Assignment: When you reproduce these records, keep every word exactly and drop the images.

Study material:
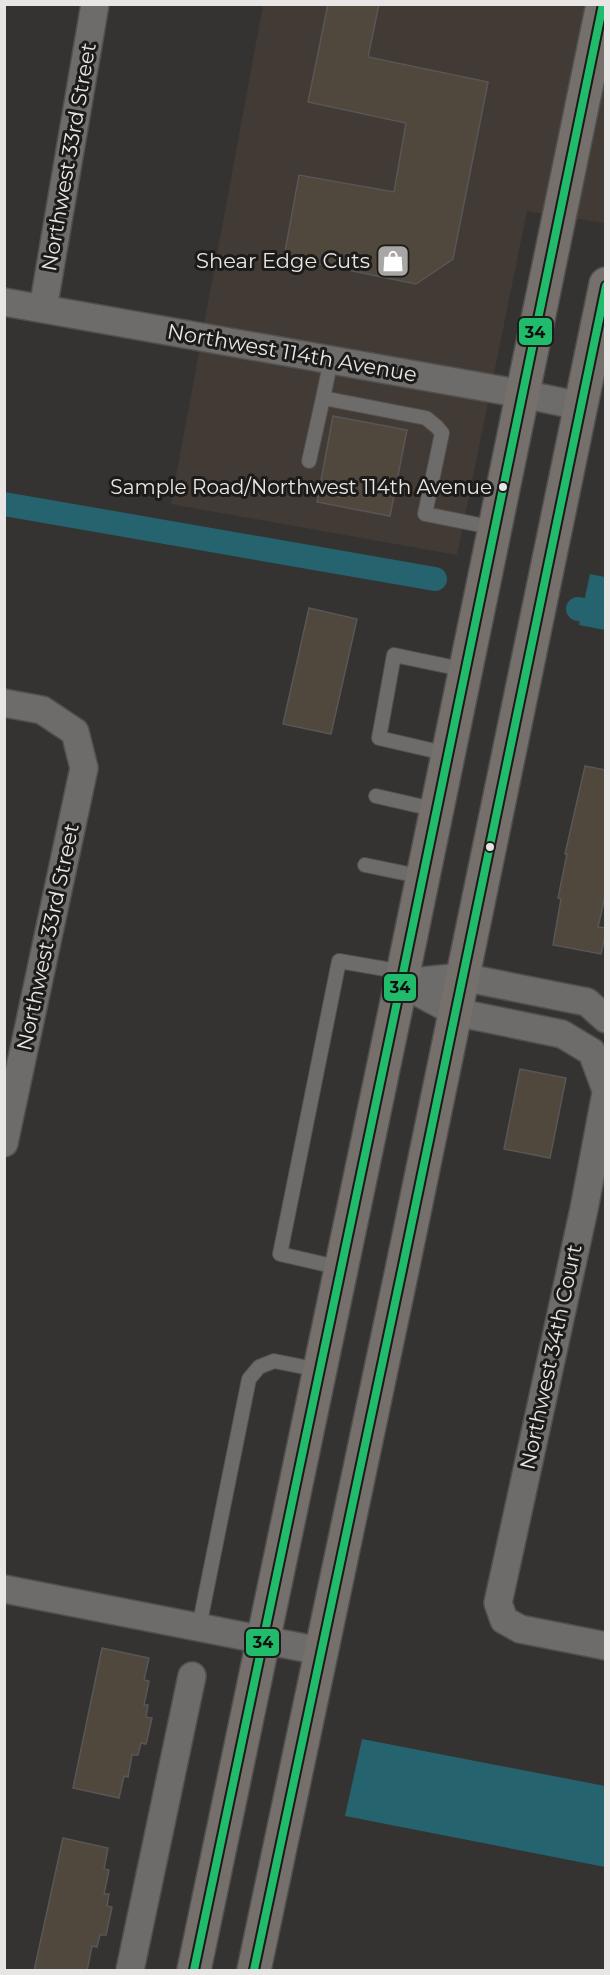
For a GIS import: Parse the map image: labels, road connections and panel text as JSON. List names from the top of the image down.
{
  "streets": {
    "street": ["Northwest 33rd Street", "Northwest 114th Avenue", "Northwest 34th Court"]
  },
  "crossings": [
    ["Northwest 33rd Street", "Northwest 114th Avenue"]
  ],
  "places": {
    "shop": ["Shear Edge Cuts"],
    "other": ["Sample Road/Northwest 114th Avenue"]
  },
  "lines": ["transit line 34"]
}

Solution to this task:
For a GIS import: Parse the map image: labels, road connections and panel text as JSON. List names from the top of the image down.
{
  "streets": {
    "street": ["Northwest 33rd Street", "Northwest 114th Avenue", "Northwest 34th Court"]
  },
  "crossings": [
    ["Northwest 33rd Street", "Northwest 114th Avenue"]
  ],
  "places": {
    "shop": ["Shear Edge Cuts"],
    "other": ["Sample Road/Northwest 114th Avenue"]
  },
  "lines": ["transit line 34"]
}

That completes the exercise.